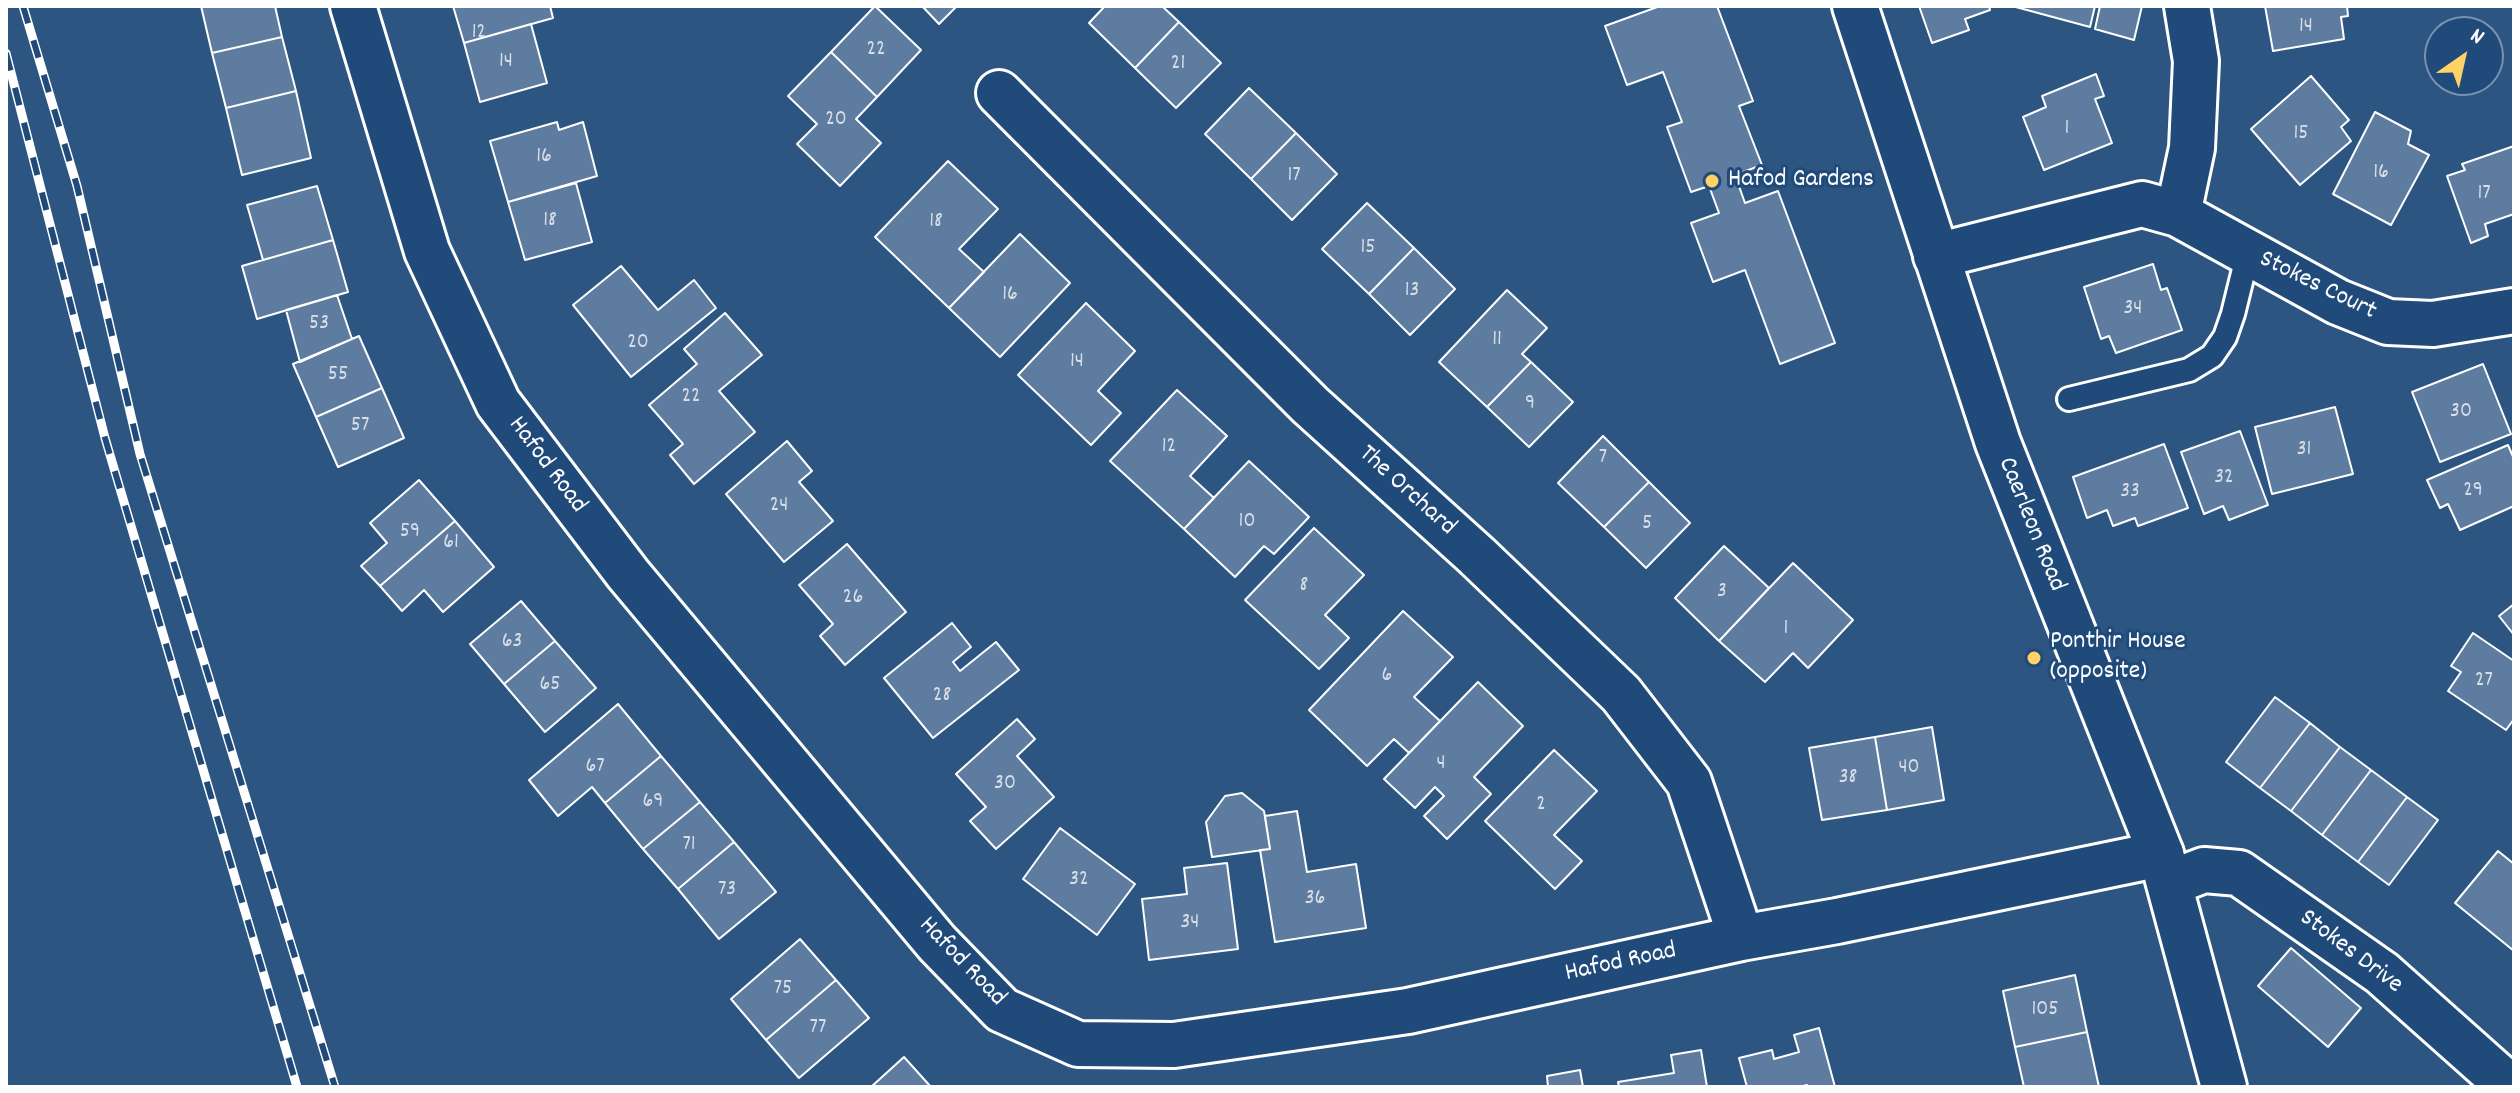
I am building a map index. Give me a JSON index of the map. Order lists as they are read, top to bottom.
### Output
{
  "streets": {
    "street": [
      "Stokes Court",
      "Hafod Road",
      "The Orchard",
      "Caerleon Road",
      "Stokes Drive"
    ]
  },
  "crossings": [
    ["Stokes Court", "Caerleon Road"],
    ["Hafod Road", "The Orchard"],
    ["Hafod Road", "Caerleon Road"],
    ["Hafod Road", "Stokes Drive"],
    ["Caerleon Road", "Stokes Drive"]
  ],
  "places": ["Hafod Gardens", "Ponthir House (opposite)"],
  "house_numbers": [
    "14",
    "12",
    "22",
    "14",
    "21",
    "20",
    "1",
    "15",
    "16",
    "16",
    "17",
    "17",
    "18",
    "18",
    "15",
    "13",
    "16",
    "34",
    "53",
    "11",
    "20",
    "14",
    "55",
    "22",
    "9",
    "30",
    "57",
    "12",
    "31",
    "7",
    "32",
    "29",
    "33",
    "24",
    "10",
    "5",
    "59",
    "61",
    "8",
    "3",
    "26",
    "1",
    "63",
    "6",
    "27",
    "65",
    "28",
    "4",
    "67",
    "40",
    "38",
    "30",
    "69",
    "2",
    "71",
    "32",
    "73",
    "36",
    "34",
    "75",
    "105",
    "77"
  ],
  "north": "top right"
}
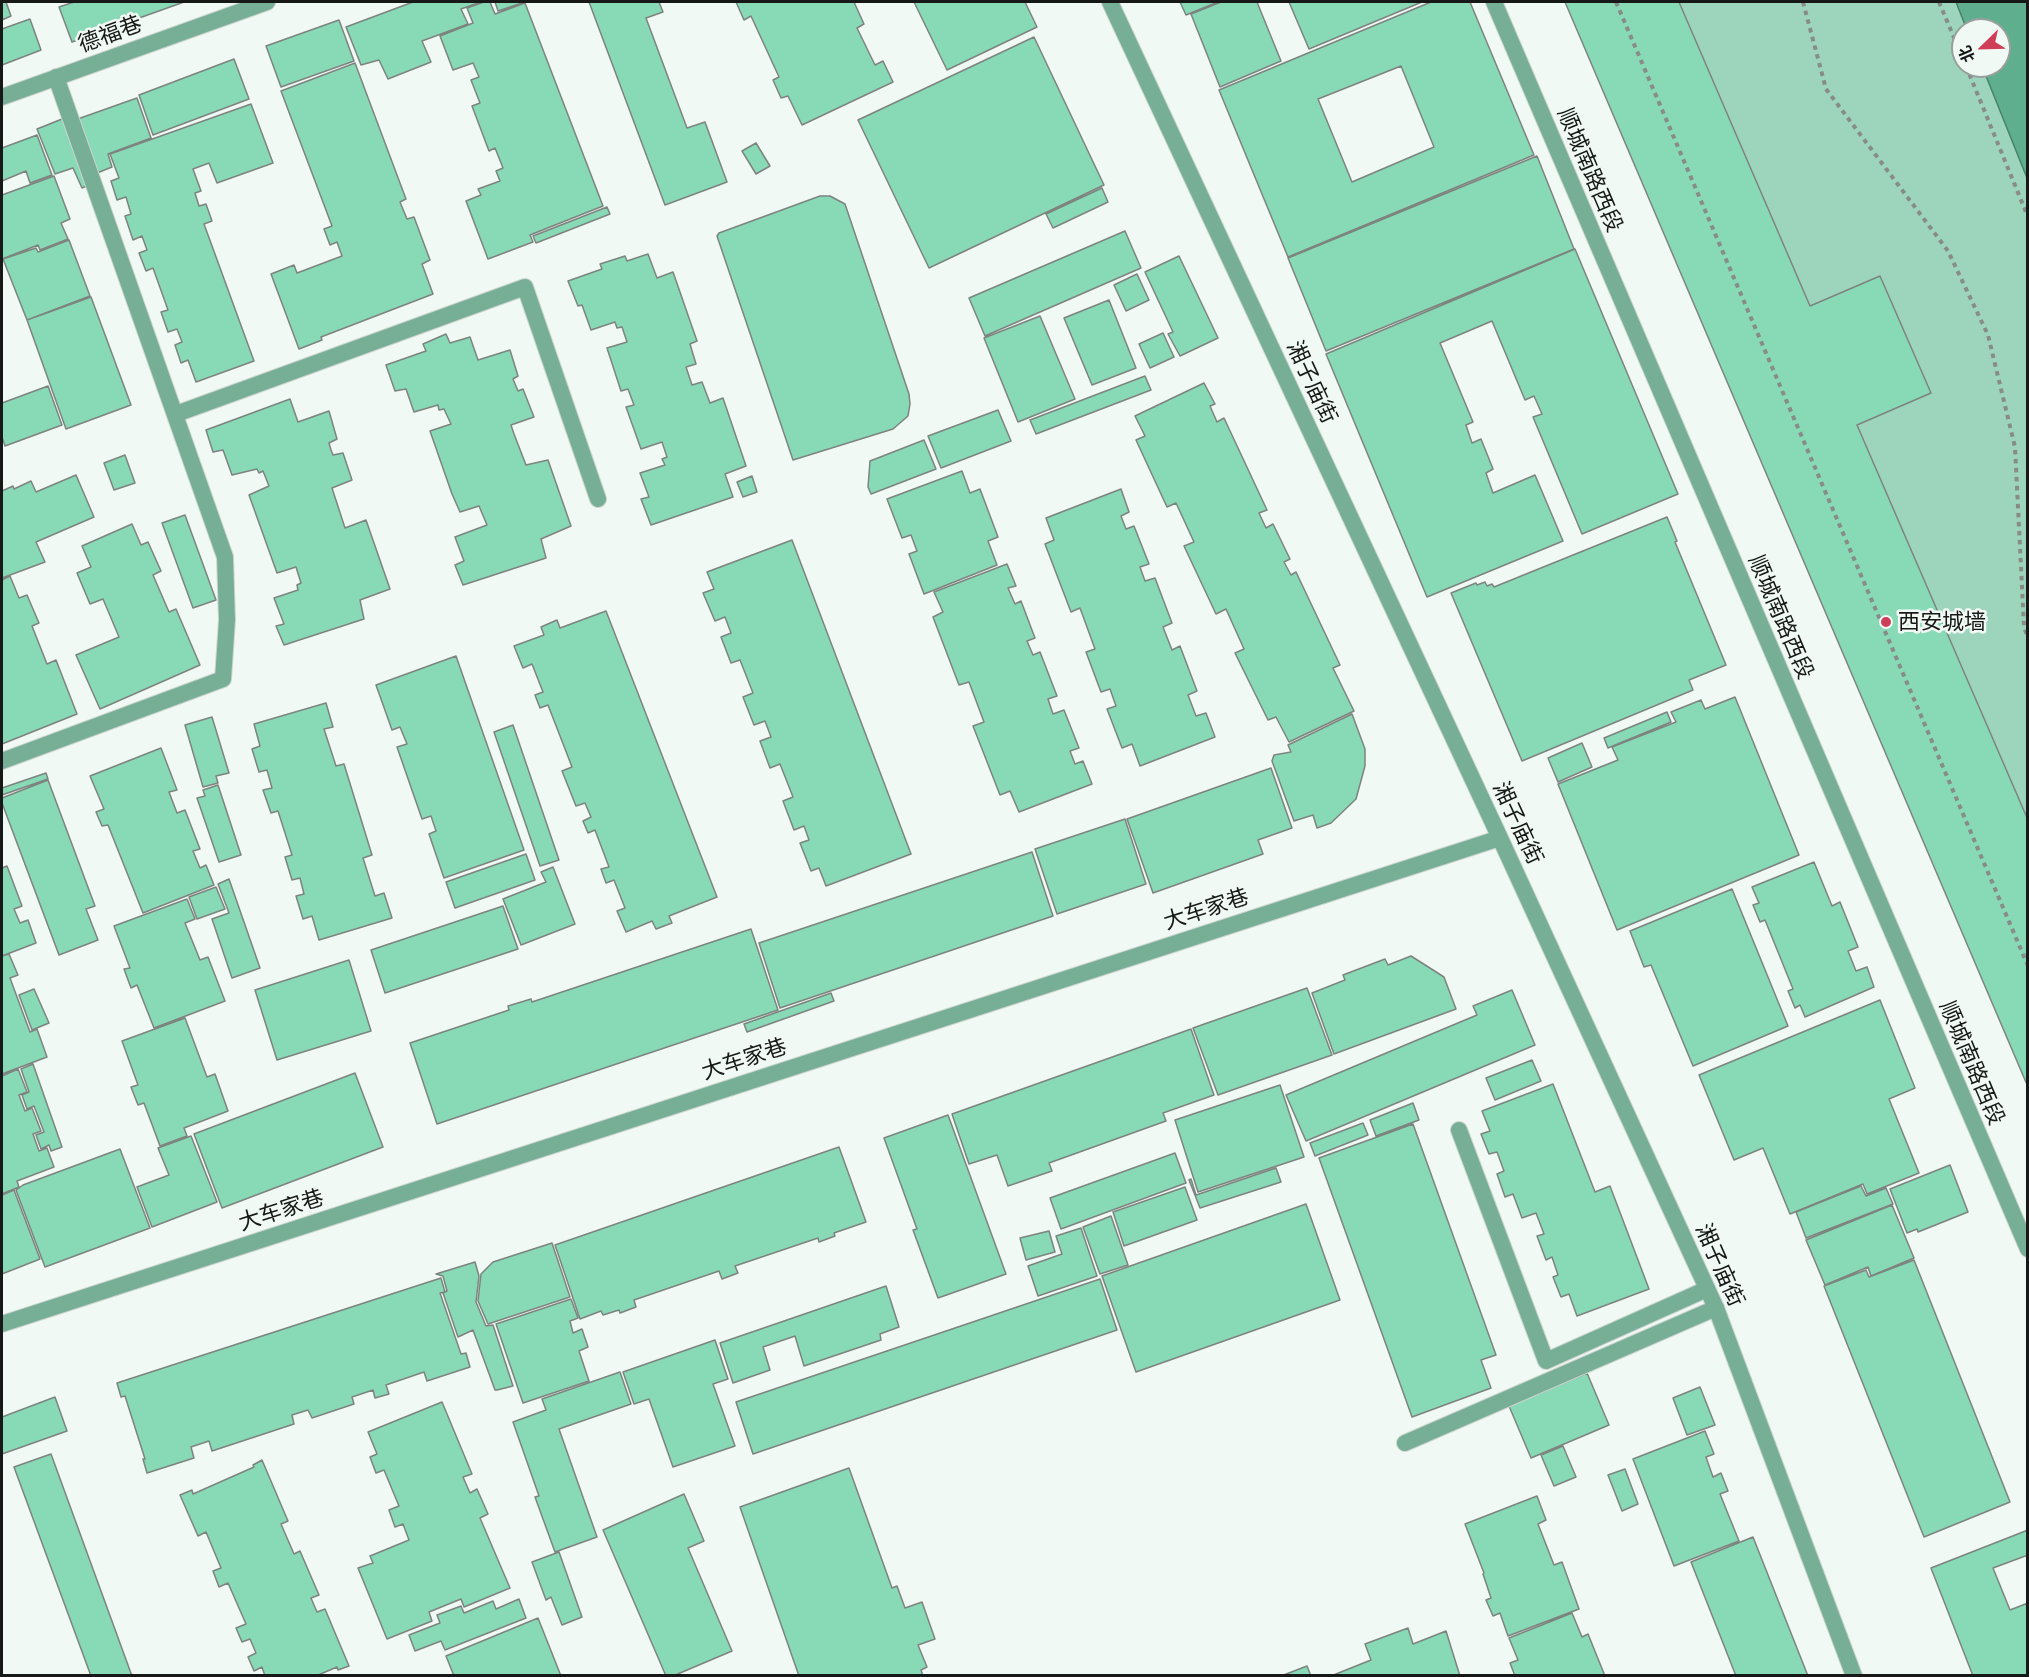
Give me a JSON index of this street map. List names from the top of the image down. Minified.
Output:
**********
* [WHAT YOU HAVE TO DO]
The answer should be the exact lines running from the line containing "Give me a JSON index of this" to the last line of the entries, with nothing else.

* [SOLVED PROBLEM]
Give me a JSON index of this street map. List names from the top of the image down. Minified.
Output:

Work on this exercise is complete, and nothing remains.